Another 122 jobs are being slashed with the closure of Martinrea Hot Stampings in Detroit, also related to the Fiat Chrysler moves.

Earlier this year, the UAW indicated its support for the Fiat Chrysler reorganization, which has already resulted in the indefinite layoff of 1,300 workers at the Sterling Heights Assembly Plant (SHAP) north of Detroit. The facility, which builds the Chrysler 200, will be converted starting early next year to production of a redesigned version of the Dodge Ram light truck. That vehicle is currently built at the nearby Warren Truck plant. At this point, no vehicle has been definitely slated to replace the Ram at Warren Truck, leading to speculation that the aging facility may be closed after the move.

Fiat Chrysler has also announced that it will end production of the Dodge Dart passenger car at its Belvidere, Illinois, assembly plant. That plant will build the Jeep Wrangler, currently produced in Toledo, Ohio.

The likely result of all these production shifts will be the permanent elimination of jobs. The phasing out of the Chrysler 200 at SHAP has already led to dislocation and economic stress for workers at that facility. Sales of the Chrysler 200 have meanwhile collapsed, with the company making no aggressive attempts to promote the vehicle.

Carrie, a veteran SHAP worker, spoke to the World Socialist Web Site Autoworker Newsletter about the impact of the reorganization. “We will be laid off for a lengthy period of time while they retool the plant in the process of getting a new product,” said Carrie. “A lot of the tier-two workers have been picked up by other plants, but about 300 are still on indefinite layoff.

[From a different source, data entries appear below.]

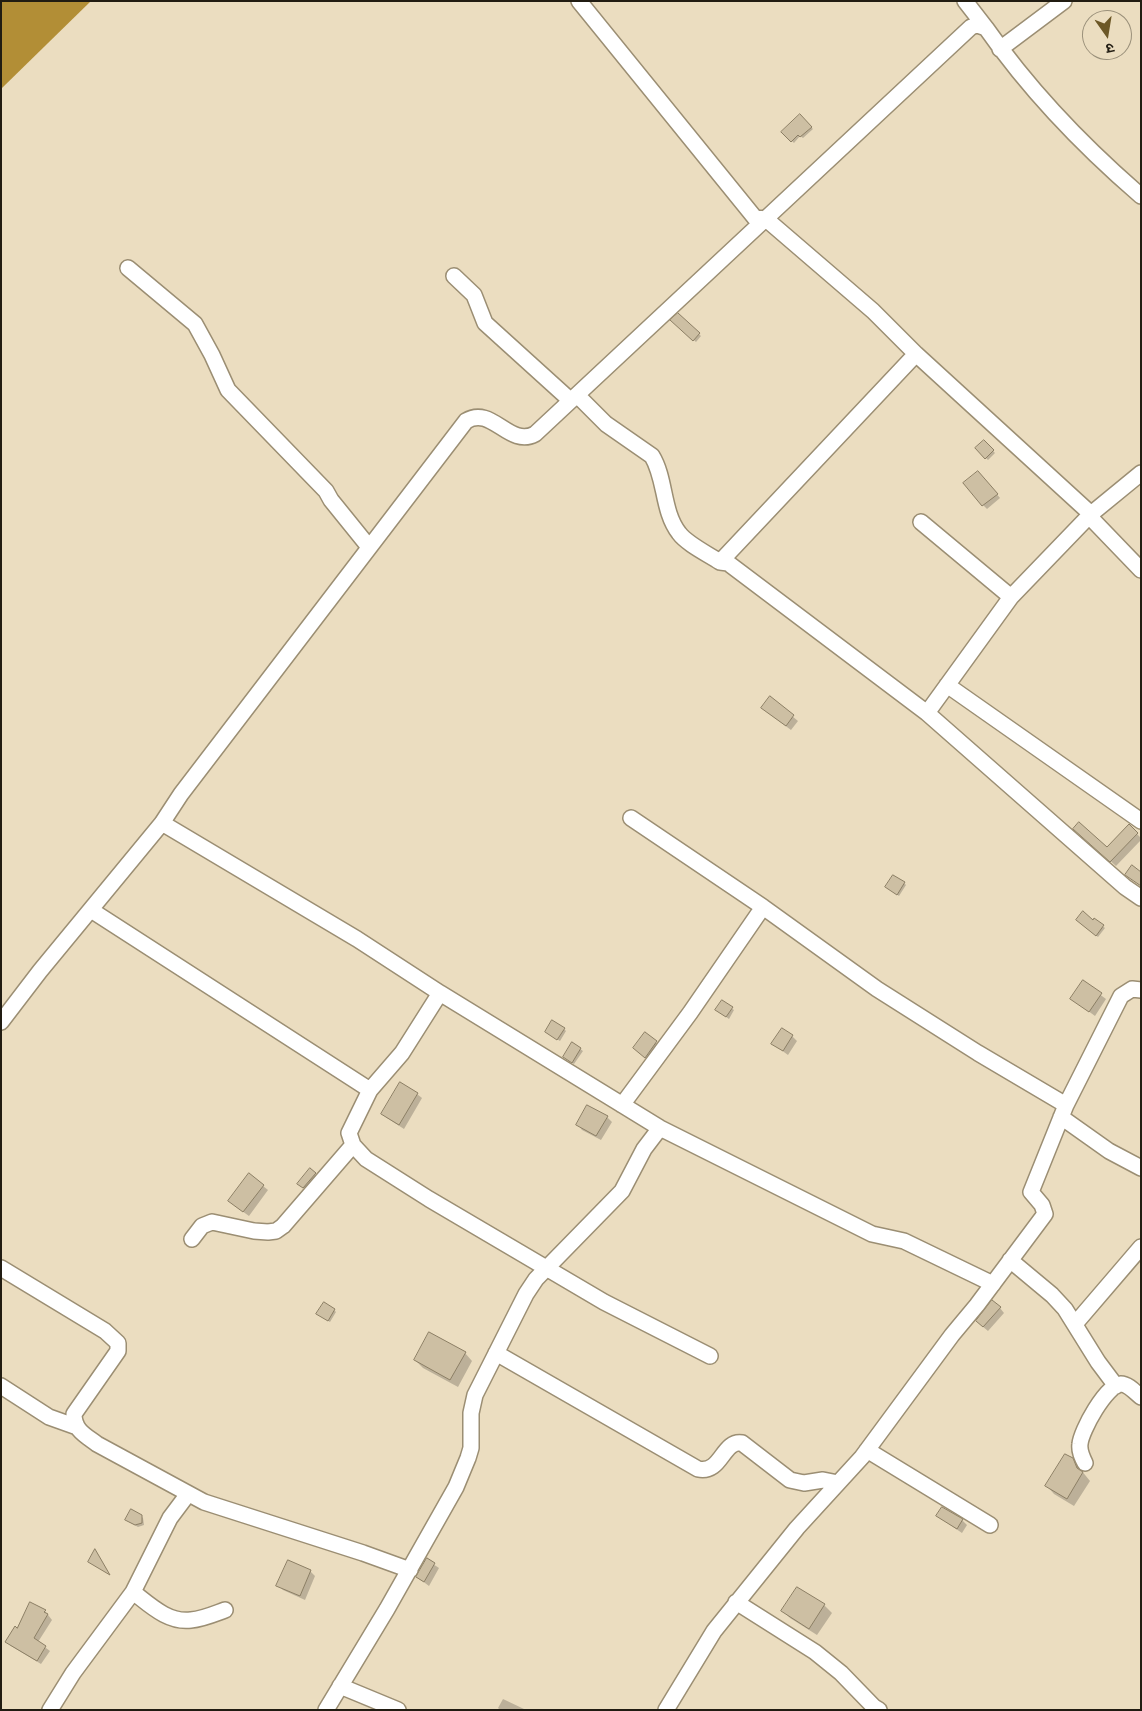 <!DOCTYPE html>
<html>
<head>
<meta charset="utf-8">
<style>
  body { margin:0 }
  #map { position:relative; width:1142px; height:1711px; overflow:hidden; background:#ebddc0; font-family:"Archivo Narrow","Noto Sans Devanagari",sans-serif }
  canvas { display:block }
  .frame { position:absolute; inset:0; border:2px solid #211c12; pointer-events:none }
  .north { position:absolute; left:1082px; top:10px; width:50px; height:50px; box-sizing:border-box; background:#ebddc0; border:1px solid #9a907a; border-radius:50%; rotate:167deg; font-size:14px; font-weight:700; line-height:20px; text-align:center; color:#211c12 }
  .north::after { content:''; display:block; margin:auto; width:18px; height:22px; background:#6c5726; clip-path:polygon(50% 0,100% 100%,50% 72%,0 100%) }
</style>
</head>
<body>
<div id="map">
<canvas width="1142" height="1711"></canvas>
<div class="frame"></div>
<div class="north">उ</div>
</div>
<script>
const ctx = document.querySelector('canvas').getContext('2d');
ctx.lineJoin = 'round';
function fillPath(path, color) { ctx.fillStyle = color; ctx.fill(path, 'evenodd'); }
function trace(path, color, width, dash) { ctx.strokeStyle = color; ctx.lineWidth = width; ctx.lineCap = dash ? 'butt' : 'round'; ctx.setLineDash(dash || []); ctx.stroke(path); }
const water = new Path2D(`
  M1,1H91L1,89Z`);
const shadow = new Path2D(`
  M800,116L813,129L803,138L800,136L794,143L783,132Z
  M678,315L701,336L696,342L672,320Z
  M984,441L995,453L988,460L976,448Z
  M982,476L1000,498L987,509L983,505Z
  M770,698L798,721L791,730L767,712Z
  M1129,826L1141,838V840L1116,866L1079,833L1107,849Z
  M904,883L906,885L899,896L889,889Z
  M1094,920L1105,928L1098,937L1079,922H1093Z
  M1083,982L1106,999L1095,1016L1072,999Z
  M722,1002L734,1010L729,1019L719,1012Z
  M564,1029L566,1031L560,1041L549,1034Z
  M645,1034L661,1047L651,1061L639,1052Z
  M792,1036L797,1041L788,1055L773,1044Z
  M573,1044L583,1051L574,1064L566,1059Z
  M417,1094L422,1098L404,1129L387,1118L382,1114Z
  M607,1117L612,1122L601,1140L582,1130L578,1125Z
  M310,1170L320,1179L309,1192L299,1183Z
  M263,1186L268,1190L249,1216L235,1206Z
  M1000,1308L1004,1313L988,1331L982,1326Z
  M334,1310L336,1312L330,1322L320,1316Z
  M465,1353L472,1361L458,1387L423,1368L415,1360Z
  M1072,1459L1090,1481L1074,1506L1054,1494L1047,1486Z
  M141,1516L143,1518L144,1525L138,1527L129,1522Z
  M937,1516L962,1520L967,1525L962,1533Z
  M427,1560L439,1568L429,1586L417,1577Z
  M289,1562L310,1571L315,1576L305,1600L283,1590L278,1585Z
  M797,1588L824,1605L832,1613L817,1635L790,1618L783,1611Z
  M31,1604L45,1611L52,1620L38,1642L50,1651L41,1664L11,1646L7,1642L18,1630Z
  M503,1699L524,1709L525,1710H500L498,1708Z`);
const building = new Path2D(`
  M800,114L812,127L800,137L798,135L791,142L781,132Z
  M678,313L700,333L693,341L670,320Z
  M984,440L994,450L985,459L975,448Z
  M978,471L998,494L982,506L963,483Z
  M770,696L794,715L786,726L761,708Z
  M1079,822L1107,847L1129,824L1138,833L1110,862L1073,829Z
  M1132,865L1141,872V886L1125,875Z
  M893,875L905,882L897,895L885,887Z
  M1083,911L1093,920L1094,918L1104,925L1096,936L1076,920Z
  M1083,980L1102,993L1089,1012L1070,999Z
  M722,1000L733,1007L726,1017L715,1010Z
  M552,1020L565,1028L557,1040L545,1032Z
  M782,1028L793,1035L783,1051L771,1044Z
  M645,1032L657,1041L645,1058L633,1048Z
  M572,1042L581,1048L572,1063L563,1057Z
  M400,1082L418,1093L399,1125L381,1114Z
  M587,1105L608,1116L596,1136L576,1125Z
  M310,1168L316,1173L303,1188L297,1184Z
  M249,1173L264,1185L243,1212L228,1201Z
  M992,1300L1001,1307L983,1327L976,1321Z
  M324,1302L335,1309L328,1321L316,1314Z
  M429,1332L466,1352L450,1380L414,1360Z
  M1065,1454L1073,1458L1077,1468L1083,1472L1067,1499L1045,1486Z
  M942,1507L963,1519L957,1529L936,1516Z
  M131,1509L142,1515V1523L135,1525L125,1520Z
  M95,1549L110,1575L88,1562Z
  M427,1558L435,1563L424,1582L416,1577Z
  M288,1560L311,1570L300,1596L276,1586Z
  M797,1587L825,1604L809,1629L781,1611Z
  M30,1602L46,1610L44,1612L48,1614L34,1638L46,1646L37,1661L5,1642L15,1626L17,1628Z`);
const street = new Path2D(`
  M579,1L755,218L766,219L873,311L916,354L1091,514
  M965,1L986,28
  M1000,49L1064,1
  M128,268L195,324L212,355L228,390L326,491L331,500L369,547
  M454,276L474,295L485,323L570,400
  M577,395L606,424L652,456C666,479 662,511 679,533C687,544 708,554 720,562L916,354
  M1141,473L1091,514L1011,597L927,713L1125,887L1141,898
  M1089,516L1141,570
  M921,522L1011,597
  M720,562L728,563L927,713
  M947,685L1141,821
  M631,818L763,907L877,989L978,1053L1066,1105
  M162,823L357,939L440,993L660,1128L872,1234L904,1241L993,1284
  M91,910L370,1090
  M440,993L402,1053L370,1090L349,1133L353,1145L366,1159L429,1199L604,1302L710,1356
  M1,1022L40,971L162,823L181,794L466,421C492,405 509,448 535,434L971,27L977,25L986,28C1030,91 1083,146 1141,196
  M622,1105L690,1013L763,907
  M1061,1117L1109,1151L1141,1168
  M192,1239L202,1226L212,1222L254,1231L268,1232L276,1231L283,1226L353,1145
  M1010,1260L1052,1295L1065,1309L1098,1362L1116,1386
  M1,1268L105,1331L118,1343V1351L74,1414C74,1430 85,1435 97,1444L204,1502L363,1553L410,1570
  M1075,1324L1141,1247
  M496,1353L698,1469C722,1474 722,1440 742,1443L790,1480L804,1483L823,1480L838,1483
  M1,1386L49,1417L77,1427
  M867,1450L990,1525
  M1085,1463C1082,1457 1079,1451 1080,1444C1081,1431 1106,1385 1121,1384C1128,1384 1136,1393 1141,1397
  M133,1592C150,1605 168,1623 191,1620C203,1619 214,1614 225,1610
  M736,1602L815,1652L841,1673L874,1707L879,1710
  M340,1686L398,1710
  M50,1710L73,1673L133,1592L170,1518L188,1494
  M326,1710L387,1609L456,1487L468,1458L471,1448V1413L475,1395L526,1294L536,1279L622,1191L644,1149L660,1128
  M666,1710L714,1631L797,1528L862,1457L952,1335L977,1305L1045,1214L1042,1205L1031,1192L1066,1105L1121,996L1132,989L1141,990`);
fillPath(water, '#b28e36');
fillPath(shadow, '#0003');
fillPath(building, '#cdbfa3');
trace(building, '#8b7e64', 1);
trace(street, '#9b8e73', 18);
trace(street, '#fff', 15);
</script>
</body>
</html>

“Some people are probably going to end up being out in the cold. With the new rules in the [2015 UAW] contract, they can do what they want with the tier-two. They don’t have a lot of protection. For some, their sub pay ran out and they don’t have any money. If they are past a certain time on layoff, they don’t have to call them back. They are leaving it up to the individual worker to know what steps they have to take to transfer to another plant.”

Carrie said that many veteran workers were angry that, as a result of the long layoff, they would not be getting their mandated vacation pay. “We are losing out on our vacation pay, because it is based on the number of hours worked. The UAW should have been fighting for us to get all our vacation pay, because it is not our fault that the company is shifting one product for another.”